**WHAT YOU WILL DO:** Find the line with "0,59px 0,59px 16px,32px" and the line with "0,421px 0,422px 183px,439px" in the entries below; output exactly those two lines, every line between them, and no others.

(Collected data)
==========

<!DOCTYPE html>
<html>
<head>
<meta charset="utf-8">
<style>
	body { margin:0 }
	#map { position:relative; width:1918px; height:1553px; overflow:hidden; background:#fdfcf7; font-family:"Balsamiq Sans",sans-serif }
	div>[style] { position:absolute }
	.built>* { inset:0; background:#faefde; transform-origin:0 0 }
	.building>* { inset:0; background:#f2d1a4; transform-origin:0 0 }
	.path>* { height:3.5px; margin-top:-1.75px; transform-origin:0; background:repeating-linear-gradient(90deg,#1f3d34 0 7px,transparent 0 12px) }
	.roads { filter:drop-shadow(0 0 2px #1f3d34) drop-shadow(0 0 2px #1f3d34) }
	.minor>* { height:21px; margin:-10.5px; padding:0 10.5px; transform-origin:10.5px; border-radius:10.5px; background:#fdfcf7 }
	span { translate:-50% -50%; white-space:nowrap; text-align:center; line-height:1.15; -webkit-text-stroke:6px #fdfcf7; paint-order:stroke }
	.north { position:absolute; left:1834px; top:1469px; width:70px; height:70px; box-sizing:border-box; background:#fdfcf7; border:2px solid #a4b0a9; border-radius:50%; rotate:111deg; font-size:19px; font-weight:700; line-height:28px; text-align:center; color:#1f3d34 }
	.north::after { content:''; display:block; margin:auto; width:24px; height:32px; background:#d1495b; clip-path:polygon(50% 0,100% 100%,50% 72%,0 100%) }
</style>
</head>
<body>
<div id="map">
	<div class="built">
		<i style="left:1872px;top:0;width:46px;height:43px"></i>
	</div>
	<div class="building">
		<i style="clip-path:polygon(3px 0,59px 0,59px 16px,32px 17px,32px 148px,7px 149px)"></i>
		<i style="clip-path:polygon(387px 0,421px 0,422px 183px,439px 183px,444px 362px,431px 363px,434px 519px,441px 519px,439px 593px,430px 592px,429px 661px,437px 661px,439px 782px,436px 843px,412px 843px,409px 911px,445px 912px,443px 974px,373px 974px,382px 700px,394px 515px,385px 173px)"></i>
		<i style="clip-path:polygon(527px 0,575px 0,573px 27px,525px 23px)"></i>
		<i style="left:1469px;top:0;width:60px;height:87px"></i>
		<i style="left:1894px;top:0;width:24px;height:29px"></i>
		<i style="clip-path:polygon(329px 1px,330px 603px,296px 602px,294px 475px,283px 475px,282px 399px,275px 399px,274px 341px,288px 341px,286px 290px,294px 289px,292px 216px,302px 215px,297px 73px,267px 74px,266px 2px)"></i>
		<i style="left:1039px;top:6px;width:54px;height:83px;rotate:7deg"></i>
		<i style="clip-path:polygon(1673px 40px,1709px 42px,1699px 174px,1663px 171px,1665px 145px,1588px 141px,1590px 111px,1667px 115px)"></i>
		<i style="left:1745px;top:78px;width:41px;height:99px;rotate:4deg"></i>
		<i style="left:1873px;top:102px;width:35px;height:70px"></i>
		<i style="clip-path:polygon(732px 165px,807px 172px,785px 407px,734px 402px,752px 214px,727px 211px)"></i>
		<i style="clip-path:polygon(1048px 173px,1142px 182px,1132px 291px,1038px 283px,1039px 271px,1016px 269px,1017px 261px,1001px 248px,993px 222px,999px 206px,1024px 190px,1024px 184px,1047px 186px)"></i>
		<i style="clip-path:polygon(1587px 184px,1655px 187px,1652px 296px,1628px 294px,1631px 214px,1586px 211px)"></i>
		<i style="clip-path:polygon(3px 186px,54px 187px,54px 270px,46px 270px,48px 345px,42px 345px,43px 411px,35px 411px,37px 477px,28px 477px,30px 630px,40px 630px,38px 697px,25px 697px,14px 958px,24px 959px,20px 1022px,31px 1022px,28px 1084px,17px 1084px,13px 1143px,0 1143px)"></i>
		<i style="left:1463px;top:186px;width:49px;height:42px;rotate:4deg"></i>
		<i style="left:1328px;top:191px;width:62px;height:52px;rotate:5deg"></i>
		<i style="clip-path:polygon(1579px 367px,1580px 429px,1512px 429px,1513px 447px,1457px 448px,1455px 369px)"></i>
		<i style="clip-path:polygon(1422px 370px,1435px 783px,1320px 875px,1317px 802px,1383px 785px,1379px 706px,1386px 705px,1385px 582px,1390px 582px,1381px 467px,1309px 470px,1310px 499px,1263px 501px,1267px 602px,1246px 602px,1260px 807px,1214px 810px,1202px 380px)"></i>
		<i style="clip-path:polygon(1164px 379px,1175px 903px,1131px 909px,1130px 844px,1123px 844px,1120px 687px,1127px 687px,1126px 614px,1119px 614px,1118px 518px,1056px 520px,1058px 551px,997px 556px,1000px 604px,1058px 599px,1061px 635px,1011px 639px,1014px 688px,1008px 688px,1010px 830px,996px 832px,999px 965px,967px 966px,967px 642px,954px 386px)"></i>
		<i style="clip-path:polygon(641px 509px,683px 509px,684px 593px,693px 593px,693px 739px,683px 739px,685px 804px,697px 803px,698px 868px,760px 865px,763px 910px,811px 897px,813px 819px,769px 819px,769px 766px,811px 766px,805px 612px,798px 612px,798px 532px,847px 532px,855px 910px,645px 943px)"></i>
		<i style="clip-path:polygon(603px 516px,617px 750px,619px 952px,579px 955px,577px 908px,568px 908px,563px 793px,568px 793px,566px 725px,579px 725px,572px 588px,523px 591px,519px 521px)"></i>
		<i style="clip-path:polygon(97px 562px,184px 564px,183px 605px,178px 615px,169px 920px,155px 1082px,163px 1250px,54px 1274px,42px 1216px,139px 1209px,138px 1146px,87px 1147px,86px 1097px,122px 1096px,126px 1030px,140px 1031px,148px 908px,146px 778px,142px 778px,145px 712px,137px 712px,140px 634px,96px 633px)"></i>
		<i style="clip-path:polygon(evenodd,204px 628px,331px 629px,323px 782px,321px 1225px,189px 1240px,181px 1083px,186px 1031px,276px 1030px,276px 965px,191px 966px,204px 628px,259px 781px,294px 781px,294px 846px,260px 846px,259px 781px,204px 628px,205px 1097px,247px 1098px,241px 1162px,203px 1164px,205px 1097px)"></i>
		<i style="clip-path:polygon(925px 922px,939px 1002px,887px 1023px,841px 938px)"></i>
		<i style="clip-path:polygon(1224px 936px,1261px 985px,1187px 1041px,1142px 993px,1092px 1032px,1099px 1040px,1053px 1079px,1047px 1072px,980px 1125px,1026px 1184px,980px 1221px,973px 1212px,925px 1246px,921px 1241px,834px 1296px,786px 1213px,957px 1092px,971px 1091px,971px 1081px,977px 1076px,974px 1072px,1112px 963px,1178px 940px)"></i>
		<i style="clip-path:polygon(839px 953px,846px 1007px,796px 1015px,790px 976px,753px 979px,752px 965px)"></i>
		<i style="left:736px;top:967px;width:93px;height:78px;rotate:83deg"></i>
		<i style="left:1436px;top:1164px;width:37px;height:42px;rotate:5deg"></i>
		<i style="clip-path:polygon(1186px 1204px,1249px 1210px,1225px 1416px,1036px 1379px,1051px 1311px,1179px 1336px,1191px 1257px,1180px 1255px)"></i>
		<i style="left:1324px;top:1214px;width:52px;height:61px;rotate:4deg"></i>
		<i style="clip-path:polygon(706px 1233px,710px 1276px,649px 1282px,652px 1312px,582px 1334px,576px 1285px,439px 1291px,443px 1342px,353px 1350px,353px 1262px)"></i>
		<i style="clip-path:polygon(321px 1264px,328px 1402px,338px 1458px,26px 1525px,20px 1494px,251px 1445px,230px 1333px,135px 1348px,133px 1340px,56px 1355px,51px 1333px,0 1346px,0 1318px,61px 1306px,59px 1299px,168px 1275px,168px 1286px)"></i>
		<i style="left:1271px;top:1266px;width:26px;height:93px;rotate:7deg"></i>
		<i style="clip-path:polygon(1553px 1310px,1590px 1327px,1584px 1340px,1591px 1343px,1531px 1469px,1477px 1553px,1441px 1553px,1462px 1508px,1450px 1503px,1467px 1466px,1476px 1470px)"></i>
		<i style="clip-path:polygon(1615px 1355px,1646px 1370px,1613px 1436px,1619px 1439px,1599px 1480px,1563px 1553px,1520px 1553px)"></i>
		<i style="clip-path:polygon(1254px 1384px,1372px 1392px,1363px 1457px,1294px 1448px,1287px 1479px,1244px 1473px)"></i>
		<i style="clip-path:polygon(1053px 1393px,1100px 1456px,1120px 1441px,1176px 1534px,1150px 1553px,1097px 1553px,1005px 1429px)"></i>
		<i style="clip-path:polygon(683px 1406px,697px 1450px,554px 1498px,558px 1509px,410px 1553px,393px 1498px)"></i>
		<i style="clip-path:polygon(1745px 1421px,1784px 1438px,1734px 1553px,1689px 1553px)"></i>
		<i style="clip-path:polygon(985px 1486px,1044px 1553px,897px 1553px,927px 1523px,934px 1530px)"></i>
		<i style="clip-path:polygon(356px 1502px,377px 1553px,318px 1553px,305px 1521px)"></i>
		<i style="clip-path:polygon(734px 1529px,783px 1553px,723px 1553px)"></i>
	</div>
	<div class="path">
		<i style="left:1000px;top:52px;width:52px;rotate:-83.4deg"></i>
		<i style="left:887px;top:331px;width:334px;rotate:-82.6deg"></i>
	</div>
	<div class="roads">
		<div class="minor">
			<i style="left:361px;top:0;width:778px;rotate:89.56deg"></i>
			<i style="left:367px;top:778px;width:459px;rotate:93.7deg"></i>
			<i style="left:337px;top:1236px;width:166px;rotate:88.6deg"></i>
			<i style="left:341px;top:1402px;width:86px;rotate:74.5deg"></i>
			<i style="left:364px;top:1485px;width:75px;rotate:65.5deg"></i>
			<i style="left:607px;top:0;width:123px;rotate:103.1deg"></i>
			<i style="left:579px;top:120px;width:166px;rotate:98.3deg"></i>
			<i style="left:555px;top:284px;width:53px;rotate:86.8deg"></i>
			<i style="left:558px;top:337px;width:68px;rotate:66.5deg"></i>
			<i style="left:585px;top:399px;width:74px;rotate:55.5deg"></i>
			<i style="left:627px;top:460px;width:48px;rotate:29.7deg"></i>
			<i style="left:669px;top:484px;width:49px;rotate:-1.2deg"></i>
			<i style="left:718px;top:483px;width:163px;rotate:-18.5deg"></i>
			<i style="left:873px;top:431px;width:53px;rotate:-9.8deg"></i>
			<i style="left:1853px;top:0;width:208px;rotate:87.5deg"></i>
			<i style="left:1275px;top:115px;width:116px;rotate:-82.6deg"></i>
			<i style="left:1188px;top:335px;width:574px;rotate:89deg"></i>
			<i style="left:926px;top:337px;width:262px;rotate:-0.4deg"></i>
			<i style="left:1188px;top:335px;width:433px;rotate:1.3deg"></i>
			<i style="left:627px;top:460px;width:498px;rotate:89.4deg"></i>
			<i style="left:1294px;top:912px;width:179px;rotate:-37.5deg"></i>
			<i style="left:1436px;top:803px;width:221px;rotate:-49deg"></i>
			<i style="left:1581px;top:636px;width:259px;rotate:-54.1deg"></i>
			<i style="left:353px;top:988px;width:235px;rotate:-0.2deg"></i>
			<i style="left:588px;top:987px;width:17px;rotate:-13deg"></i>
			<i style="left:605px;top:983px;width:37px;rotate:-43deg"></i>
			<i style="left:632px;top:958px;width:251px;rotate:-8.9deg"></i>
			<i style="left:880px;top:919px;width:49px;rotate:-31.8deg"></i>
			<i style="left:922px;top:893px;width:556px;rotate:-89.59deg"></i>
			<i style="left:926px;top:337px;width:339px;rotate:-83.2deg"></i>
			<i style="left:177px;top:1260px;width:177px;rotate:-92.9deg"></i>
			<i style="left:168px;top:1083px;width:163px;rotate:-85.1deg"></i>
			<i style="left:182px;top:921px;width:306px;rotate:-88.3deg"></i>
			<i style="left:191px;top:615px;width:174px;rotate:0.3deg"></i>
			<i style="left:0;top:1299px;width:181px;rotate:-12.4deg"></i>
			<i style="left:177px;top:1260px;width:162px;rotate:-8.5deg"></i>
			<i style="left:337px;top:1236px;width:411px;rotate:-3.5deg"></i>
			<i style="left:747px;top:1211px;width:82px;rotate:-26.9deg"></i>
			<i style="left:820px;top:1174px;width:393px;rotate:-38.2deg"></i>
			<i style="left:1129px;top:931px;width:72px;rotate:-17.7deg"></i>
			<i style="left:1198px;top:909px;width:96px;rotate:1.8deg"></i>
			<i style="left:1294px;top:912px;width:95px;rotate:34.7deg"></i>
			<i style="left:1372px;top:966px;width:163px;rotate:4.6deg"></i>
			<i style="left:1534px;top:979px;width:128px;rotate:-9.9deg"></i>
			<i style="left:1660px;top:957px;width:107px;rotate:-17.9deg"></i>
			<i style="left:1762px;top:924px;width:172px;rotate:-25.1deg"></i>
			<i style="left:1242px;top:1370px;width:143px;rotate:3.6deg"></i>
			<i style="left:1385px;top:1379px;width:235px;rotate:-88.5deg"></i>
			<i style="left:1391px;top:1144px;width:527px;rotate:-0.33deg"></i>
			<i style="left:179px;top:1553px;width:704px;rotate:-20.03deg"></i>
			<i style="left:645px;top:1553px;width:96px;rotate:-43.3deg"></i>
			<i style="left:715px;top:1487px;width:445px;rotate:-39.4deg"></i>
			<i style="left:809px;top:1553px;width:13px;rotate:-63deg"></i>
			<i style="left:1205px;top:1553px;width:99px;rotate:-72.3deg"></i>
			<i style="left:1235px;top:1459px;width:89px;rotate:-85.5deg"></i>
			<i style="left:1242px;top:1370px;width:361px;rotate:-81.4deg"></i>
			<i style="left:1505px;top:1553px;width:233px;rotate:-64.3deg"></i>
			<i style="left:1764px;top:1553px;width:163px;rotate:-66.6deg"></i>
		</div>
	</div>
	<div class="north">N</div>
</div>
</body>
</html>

==========

**TASK RESPONSE:**
		<i style="clip-path:polygon(3px 0,59px 0,59px 16px,32px 17px,32px 148px,7px 149px)"></i>
		<i style="clip-path:polygon(387px 0,421px 0,422px 183px,439px 183px,444px 362px,431px 363px,434px 519px,441px 519px,439px 593px,430px 592px,429px 661px,437px 661px,439px 782px,436px 843px,412px 843px,409px 911px,445px 912px,443px 974px,373px 974px,382px 700px,394px 515px,385px 173px)"></i>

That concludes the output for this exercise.